Thank you to Dr. George Rebane for his review of America 3.0 on his blog Rebane’s Ruminations.
Dr. Rebane’s post has several good links. The focus of his discussion is the prospect for job creation in the future, and the concern about what the America workforce will do when the economy we currently know is gone — and it is going away fast.
This is a topic that has repeatedly surfaced in discussions about the book. The question of what the future economy will look like, and what people will do once the existing world of “jobs” has gone away, is frightening. We predict that the productive power that is becoming available will collapse the cost of living. It will liberate people to work on projects and tasks of their own choice, rather than be driven by necessity, to a degree that is only known by the very wealthy today. So far, the elimination of older and less productive technology has had the effect of generally increasing wealth throughout society, though there are losers and winners in the transaction, and some people do better than others. Part of the problem is we are familiar with the world that is fading away and we find it hard to imagine something radically different.

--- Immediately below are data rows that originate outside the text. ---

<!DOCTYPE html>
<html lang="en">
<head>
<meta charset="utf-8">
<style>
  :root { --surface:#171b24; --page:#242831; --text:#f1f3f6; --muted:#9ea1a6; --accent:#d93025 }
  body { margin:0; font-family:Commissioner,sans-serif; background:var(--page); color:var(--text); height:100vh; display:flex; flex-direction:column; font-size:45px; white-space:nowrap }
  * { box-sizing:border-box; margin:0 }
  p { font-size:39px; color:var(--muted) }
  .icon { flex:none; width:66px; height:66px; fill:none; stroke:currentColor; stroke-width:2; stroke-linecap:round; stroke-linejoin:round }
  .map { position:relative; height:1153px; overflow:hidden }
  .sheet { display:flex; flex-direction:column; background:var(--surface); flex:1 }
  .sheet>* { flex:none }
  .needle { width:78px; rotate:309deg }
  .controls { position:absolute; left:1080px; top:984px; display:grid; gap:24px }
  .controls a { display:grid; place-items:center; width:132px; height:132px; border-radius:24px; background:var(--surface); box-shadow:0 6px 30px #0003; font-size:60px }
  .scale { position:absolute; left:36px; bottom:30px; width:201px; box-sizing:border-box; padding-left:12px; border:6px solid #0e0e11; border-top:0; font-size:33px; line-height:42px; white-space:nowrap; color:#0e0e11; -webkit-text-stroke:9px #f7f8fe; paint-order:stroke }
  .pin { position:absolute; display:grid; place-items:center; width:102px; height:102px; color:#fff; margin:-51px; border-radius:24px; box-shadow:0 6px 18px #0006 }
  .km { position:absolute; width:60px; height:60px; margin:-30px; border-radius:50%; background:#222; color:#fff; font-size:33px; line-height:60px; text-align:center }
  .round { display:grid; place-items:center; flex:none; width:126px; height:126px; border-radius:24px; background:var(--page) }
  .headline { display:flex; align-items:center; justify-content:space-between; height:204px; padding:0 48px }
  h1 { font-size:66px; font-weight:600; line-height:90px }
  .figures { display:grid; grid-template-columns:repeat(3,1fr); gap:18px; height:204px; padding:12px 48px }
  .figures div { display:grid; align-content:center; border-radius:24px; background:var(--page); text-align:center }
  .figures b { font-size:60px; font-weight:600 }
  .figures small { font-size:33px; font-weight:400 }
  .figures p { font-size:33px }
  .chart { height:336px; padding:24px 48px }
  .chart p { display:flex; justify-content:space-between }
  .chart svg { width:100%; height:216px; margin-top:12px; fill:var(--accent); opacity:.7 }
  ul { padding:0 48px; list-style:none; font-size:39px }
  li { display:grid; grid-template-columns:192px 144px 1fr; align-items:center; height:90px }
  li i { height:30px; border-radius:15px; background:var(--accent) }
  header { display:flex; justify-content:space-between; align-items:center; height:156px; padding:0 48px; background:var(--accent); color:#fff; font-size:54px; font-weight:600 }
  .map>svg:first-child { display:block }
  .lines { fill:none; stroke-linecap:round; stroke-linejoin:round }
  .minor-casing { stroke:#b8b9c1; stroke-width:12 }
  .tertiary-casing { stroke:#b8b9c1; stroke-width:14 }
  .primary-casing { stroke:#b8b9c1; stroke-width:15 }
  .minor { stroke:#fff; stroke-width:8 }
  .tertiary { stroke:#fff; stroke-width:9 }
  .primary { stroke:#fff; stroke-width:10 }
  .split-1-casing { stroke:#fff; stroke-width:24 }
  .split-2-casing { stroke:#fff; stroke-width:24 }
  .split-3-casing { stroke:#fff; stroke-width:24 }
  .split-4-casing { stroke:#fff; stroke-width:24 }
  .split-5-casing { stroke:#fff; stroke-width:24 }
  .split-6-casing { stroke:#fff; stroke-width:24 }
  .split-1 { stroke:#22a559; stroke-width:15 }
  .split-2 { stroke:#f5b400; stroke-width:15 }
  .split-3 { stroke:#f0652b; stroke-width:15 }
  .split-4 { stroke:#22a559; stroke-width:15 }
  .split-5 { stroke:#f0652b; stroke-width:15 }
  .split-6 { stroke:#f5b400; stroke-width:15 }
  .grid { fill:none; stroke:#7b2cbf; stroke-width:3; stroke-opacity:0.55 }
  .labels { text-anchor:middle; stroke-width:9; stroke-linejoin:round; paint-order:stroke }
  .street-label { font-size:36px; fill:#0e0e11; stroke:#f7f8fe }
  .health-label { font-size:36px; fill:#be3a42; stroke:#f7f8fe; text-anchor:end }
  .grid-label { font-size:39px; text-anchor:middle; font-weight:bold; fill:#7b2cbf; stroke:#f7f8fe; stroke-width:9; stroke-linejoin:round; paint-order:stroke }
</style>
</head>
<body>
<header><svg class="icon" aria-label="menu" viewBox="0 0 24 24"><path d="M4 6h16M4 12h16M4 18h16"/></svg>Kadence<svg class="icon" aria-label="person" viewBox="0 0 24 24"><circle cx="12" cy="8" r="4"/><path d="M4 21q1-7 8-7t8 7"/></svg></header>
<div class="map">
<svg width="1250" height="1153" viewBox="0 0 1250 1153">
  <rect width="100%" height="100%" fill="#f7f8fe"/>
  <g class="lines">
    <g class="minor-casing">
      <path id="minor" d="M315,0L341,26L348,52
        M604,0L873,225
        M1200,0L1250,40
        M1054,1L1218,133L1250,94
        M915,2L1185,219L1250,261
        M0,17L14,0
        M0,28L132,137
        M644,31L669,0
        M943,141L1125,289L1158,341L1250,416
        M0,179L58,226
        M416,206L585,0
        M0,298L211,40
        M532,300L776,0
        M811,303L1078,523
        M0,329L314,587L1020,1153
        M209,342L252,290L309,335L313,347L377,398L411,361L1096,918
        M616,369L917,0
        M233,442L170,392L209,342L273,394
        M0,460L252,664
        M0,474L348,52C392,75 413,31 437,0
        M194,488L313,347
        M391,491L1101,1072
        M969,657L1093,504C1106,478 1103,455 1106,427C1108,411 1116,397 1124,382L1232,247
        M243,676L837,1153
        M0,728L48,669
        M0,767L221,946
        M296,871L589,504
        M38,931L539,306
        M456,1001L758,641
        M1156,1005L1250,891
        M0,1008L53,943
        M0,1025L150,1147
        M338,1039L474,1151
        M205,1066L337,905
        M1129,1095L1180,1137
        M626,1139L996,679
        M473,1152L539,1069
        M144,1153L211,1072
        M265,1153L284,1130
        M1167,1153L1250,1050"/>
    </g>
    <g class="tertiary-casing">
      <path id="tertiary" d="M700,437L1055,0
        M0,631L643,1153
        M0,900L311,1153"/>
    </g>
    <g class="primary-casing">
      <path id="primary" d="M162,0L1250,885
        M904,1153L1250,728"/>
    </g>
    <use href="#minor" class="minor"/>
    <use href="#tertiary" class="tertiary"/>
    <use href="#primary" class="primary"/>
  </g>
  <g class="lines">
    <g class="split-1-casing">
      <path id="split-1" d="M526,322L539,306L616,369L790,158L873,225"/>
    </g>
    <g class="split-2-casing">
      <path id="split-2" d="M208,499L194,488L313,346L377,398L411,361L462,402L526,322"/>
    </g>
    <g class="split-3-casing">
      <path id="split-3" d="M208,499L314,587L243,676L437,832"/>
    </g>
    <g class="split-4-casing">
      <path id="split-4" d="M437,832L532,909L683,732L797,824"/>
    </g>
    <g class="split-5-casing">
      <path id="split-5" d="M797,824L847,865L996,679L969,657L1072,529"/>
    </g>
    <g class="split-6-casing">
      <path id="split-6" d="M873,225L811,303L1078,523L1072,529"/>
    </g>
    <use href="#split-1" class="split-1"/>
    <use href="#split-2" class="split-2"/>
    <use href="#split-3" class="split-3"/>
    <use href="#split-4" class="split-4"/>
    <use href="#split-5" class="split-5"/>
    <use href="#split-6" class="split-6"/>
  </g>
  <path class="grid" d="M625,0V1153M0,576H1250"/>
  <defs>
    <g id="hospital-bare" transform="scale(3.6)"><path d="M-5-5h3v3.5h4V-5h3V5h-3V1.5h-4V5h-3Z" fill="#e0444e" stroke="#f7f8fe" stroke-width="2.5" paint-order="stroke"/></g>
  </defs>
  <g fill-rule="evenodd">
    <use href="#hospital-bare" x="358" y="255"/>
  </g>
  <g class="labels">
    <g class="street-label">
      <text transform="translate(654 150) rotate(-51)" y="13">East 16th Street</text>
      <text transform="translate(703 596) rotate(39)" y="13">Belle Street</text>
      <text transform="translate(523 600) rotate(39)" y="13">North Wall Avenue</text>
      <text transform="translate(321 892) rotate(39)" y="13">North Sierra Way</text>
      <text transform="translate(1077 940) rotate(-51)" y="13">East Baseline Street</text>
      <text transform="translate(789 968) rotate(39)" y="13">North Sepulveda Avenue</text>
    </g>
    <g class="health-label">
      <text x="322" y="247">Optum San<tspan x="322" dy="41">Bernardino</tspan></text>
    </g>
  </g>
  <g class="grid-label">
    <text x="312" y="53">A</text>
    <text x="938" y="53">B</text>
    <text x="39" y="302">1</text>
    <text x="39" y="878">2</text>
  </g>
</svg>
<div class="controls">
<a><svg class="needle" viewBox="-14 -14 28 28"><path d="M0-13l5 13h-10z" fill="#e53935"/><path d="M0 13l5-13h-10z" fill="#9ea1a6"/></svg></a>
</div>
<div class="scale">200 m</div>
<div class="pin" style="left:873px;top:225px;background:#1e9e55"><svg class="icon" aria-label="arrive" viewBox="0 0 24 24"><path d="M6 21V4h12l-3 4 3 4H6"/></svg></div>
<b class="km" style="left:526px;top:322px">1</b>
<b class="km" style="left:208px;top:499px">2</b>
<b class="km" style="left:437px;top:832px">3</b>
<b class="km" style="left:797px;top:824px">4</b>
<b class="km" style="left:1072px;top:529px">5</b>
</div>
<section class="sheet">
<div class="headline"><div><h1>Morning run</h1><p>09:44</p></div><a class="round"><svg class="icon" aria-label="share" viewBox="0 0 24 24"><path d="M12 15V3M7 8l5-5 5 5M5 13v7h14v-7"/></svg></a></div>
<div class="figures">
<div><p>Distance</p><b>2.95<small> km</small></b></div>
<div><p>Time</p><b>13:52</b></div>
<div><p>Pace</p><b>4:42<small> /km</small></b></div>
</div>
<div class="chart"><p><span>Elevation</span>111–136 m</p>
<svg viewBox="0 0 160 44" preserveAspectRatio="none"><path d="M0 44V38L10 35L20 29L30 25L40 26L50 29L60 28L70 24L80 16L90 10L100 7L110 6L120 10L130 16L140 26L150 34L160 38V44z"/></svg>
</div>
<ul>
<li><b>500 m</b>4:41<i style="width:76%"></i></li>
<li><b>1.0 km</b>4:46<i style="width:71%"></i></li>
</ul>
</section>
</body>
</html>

Think for a moment about what the American Founders would have thought if you told them that in two centuries less than five percent of the people would be engaged in growing food. They would have been astonished, and wondered what on earth everybody could be working on. Human beings are assets. They are creative. Adam Smith famously wrote: “Little else is requisite to carry a state to the highest degree of opulence from the lowest barbarism but peace, easy taxes, and a tolerable administration of justice: all the rest being brought about by the natural course of things.” We cannot imagine what the ingenuity of the American people will produce in the decades ahead, with the astonishing tools that will be available to them. Mostly, we need to get out of their way and let them start building the America 3.0 that is already starting.